I'm tempted to make this part of the next release as well. But it will wait until I can get some more insight about whether those allocations would feasibly be eliminated somehow in the near future.
Yea. I think those allocations are going to be around for a while. I made an issue about it but it doesn't seem to be a high priority.
https://github.com/golang/go/issues/15048
I'm preparing a pull request.
@lmb pointed out some anomalous looking numbers reported by
go test -bench=. -benchmem
in #61, Specifically regarding the BenchmarkTxn_Put function.The 4 allocations reported are difficult to track down.
One should be happening in the benchmark function itself(edit: that is false, allocations in the benchmark function get amortized and do not have a significant effect).
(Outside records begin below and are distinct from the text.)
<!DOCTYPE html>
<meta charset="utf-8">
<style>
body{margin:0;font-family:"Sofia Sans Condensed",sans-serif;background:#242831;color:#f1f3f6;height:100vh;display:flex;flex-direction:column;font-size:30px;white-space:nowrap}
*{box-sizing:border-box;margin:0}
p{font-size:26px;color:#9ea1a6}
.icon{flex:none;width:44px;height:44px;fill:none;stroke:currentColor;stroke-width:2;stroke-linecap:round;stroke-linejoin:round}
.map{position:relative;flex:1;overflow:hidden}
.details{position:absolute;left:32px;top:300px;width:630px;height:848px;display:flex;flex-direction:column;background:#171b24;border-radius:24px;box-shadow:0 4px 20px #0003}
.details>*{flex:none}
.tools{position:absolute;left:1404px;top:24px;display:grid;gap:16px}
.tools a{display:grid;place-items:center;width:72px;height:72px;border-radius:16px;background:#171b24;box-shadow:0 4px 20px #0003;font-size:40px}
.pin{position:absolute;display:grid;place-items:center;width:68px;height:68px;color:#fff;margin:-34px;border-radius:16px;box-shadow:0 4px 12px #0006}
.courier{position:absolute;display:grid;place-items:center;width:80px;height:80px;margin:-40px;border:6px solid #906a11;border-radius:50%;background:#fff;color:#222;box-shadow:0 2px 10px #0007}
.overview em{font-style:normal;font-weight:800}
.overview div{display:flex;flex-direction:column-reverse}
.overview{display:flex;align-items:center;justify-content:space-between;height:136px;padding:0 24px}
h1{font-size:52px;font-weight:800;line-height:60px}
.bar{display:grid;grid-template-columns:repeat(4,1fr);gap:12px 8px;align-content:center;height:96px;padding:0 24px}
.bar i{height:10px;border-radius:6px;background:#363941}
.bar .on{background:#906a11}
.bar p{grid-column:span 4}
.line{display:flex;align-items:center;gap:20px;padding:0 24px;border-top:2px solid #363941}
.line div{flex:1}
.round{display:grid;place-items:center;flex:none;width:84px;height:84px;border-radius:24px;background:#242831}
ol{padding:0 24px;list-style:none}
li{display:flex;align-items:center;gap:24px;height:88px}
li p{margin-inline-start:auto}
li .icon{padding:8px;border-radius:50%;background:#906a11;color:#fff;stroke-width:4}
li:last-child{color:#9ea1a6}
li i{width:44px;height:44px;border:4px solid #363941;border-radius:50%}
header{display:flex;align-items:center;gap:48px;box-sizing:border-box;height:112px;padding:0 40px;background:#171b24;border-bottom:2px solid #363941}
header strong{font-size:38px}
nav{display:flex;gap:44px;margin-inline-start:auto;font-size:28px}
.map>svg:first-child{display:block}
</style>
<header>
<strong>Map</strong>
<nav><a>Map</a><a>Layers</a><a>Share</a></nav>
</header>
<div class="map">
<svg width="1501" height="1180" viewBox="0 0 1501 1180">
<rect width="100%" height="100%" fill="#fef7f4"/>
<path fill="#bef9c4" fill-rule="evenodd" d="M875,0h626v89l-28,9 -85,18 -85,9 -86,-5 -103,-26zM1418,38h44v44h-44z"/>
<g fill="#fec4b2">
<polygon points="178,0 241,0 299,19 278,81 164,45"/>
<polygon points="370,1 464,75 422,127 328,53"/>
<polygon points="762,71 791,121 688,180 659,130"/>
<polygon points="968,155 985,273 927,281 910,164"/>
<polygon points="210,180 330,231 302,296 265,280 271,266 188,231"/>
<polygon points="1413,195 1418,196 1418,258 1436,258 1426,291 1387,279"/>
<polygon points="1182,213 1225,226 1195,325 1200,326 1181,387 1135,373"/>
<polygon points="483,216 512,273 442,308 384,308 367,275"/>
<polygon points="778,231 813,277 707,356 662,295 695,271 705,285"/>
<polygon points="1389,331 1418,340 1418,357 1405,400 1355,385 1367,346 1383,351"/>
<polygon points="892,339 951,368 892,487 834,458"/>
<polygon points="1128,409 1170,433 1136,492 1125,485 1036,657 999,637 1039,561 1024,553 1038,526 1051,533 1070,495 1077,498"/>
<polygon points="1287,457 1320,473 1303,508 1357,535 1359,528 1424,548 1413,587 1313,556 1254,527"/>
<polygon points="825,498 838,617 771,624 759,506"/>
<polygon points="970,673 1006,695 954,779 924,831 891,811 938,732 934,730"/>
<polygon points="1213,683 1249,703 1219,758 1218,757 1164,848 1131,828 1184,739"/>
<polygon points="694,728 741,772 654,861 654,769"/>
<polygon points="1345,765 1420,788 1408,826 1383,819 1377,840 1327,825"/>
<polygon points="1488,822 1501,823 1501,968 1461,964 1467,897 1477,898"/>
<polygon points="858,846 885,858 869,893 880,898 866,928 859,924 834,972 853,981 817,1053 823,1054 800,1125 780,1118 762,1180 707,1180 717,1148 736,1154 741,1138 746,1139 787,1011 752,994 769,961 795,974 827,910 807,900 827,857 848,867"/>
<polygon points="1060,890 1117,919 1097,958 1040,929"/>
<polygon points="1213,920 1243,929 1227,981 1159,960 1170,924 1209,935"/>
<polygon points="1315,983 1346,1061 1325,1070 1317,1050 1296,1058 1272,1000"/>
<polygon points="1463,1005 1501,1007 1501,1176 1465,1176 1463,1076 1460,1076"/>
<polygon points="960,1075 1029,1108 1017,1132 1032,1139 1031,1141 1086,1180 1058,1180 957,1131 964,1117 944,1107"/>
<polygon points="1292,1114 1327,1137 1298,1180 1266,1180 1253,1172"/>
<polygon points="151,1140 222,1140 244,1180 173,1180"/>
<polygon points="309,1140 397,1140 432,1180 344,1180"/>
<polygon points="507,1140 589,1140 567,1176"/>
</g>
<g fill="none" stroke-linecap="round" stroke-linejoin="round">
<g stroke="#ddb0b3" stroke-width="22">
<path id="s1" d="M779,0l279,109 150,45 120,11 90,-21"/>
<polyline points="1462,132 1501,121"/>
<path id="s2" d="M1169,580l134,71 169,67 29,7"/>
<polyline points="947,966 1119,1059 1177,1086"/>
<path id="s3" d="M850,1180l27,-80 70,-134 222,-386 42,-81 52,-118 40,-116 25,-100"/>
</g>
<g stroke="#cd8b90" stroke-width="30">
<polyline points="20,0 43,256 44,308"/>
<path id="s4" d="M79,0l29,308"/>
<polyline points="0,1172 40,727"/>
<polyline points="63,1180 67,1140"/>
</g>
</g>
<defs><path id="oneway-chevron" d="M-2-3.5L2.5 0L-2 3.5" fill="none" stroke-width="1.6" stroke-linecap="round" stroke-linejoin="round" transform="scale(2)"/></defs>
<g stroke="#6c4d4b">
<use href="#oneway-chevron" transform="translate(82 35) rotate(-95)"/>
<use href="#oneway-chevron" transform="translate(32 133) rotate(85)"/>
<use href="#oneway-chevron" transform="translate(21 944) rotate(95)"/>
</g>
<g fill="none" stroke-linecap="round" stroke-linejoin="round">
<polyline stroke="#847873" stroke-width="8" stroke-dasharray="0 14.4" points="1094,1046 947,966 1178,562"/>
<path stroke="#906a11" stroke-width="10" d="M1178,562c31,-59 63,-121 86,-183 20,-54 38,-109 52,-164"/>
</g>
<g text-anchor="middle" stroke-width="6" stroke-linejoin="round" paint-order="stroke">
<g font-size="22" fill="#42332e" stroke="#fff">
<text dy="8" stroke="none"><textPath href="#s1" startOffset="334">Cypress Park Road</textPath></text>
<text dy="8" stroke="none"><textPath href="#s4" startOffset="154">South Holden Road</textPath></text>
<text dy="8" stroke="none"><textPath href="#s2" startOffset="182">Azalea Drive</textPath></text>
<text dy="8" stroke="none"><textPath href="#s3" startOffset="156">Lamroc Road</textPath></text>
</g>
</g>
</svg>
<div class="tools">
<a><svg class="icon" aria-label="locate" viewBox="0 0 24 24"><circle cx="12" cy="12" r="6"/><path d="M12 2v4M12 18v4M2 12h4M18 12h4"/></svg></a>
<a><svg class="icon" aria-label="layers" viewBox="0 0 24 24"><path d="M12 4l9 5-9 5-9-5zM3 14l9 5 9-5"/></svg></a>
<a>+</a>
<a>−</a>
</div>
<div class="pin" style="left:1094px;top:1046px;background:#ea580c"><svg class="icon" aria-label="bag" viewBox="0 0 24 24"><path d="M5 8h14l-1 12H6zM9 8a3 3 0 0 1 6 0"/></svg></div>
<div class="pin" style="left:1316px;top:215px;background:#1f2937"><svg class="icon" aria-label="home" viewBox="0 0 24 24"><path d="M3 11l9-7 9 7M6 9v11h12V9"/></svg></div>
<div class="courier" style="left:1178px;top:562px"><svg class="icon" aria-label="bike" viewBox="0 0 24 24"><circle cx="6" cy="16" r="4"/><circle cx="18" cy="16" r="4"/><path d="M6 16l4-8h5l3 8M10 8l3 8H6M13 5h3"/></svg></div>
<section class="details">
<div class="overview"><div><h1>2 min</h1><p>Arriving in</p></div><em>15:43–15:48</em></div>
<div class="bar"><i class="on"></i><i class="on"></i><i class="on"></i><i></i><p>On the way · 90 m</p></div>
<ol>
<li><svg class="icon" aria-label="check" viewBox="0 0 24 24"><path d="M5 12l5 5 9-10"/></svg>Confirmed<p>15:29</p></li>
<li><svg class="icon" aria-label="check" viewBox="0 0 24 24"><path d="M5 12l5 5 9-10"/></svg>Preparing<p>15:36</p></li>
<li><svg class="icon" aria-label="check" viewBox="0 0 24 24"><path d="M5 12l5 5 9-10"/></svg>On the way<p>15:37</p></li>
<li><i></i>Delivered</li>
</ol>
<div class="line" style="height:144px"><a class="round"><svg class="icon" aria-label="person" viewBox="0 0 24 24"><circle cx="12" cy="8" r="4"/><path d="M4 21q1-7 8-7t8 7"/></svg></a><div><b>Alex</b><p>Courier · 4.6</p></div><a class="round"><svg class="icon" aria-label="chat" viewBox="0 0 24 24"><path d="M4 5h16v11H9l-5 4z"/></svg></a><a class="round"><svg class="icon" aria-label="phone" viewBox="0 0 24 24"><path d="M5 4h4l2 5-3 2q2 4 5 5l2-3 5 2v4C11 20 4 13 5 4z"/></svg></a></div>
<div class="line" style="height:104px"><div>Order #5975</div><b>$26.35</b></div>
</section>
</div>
But the others are not easy to account for. In a normal (non-error) case Txn.Put does not appear to make allocations inside the Go runtime.@lmb ran the pprof tool using
-alloc_objects
and the following information about allocations in the benchmark function was comptued:Nothing seems to be adding up correctly here.